Six months ago, my friend was relocated from NYC to Pittsburgh. In July he called, begging me to pay a visit. Suddenly, it hit me. "Is Kennywood open?" I asked (that used to be an euphemism for your fly being down. If someone told you Kennywood was open, zip up. Terrible western Pennsylvania humor). He said that should be, although he's never gone. A month later, I'm in a rental car screaming across PA, on my way back home(I thought about stopping by Hershey, which is awesome, but time didn't permit).
'Nuff of that, let's get to the nitty gritty.
We get to the park at around 1 PM on Saturday. It's packed, despite the fact it was pouring all morning (I guess I'm not the only person who watches the weather channel, because I, and just about everyone else, knew it was going to clear up)
Pay the $29 to get in (!!! I remember when it was $12) I get rather bummed that the Old Mill, is now some Garfield the cat theme ride. Oh well, wasn't really planning on riding it anyway. First stop...
This was the bomb when I was a kid. The double dip would propel my 8 year old body to an alarming height. I probably have ridden it 30 times, and that's a small estimation. The line was loooong. About twenty minutes, the longest I ever remember waiting. My cohorts are antsy, "let's just do something else." Nonsense, I didn't drive 500 miles to do something else. Jack Rabbit all the way. We finally board, and let's face it, the Jack Rabbit has never been about anything but the double dip. I've heard countless accounts that accuse the rest of the ride as being boring. It's not boring, it's foreplay! It lulls you into thinking you're on a tame ride, then POW! You're a foot out of your seat, wishing you had something other than a thin leather stap across your lap. I would never call the Jack Rabbit a great coaster, but it's definitely something you won't get anywhere else.

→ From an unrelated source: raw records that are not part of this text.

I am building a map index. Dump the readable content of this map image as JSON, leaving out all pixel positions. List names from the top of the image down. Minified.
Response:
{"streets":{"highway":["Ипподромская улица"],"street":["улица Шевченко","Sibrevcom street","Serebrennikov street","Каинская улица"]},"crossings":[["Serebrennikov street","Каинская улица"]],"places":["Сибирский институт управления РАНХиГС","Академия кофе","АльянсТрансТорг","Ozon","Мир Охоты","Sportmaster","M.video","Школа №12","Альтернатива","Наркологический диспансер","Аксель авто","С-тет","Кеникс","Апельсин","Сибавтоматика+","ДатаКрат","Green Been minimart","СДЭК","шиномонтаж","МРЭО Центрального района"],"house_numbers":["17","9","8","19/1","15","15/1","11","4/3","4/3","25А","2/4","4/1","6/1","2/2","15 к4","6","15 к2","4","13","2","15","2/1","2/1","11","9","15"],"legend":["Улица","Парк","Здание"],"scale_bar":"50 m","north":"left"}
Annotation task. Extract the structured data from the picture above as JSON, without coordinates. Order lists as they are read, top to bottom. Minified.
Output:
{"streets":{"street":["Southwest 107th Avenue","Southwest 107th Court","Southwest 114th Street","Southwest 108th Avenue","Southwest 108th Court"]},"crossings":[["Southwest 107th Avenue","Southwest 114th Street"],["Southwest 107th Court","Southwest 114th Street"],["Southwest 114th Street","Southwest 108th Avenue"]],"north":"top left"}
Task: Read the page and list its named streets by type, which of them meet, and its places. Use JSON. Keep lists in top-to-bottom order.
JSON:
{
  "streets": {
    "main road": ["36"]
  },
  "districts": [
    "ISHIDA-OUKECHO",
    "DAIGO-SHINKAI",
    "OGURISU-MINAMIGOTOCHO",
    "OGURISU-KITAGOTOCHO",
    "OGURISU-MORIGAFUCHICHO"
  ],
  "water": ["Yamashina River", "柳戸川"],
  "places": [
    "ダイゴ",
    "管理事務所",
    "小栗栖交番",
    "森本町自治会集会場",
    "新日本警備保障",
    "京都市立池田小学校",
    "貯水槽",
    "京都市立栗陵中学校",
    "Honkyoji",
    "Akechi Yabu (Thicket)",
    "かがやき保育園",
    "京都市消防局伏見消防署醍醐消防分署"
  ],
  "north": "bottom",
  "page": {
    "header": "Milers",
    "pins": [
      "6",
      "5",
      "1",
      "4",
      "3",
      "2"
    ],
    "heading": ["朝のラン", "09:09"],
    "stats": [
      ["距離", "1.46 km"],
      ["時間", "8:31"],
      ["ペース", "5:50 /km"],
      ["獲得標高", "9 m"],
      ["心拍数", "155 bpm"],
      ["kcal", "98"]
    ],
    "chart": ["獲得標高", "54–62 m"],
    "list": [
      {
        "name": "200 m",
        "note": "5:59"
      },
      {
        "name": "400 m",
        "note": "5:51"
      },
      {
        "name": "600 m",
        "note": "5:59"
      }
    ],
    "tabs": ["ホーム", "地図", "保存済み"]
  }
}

The Racer is strange, it's underrated even by those who have ridden it countless times. Until they get back on, and realize what a solid, well designed, and straight up fun, coaster it is. I suppose it's the lack of "gimmick" (other than it's, well, a racer) that makes it fade from your memory. But, I challenge anyone to walk off of this one, and not want to get right back in line. It's definitely best coaster for pure enjoyment. Lots of nice big drops, good curves, and decent air. It won't have you grabbing the bar for dear life, but it doesn't have to.
Water ride with one nice hill, and one awesome hill. Take it or leave it. I took it, and was glad.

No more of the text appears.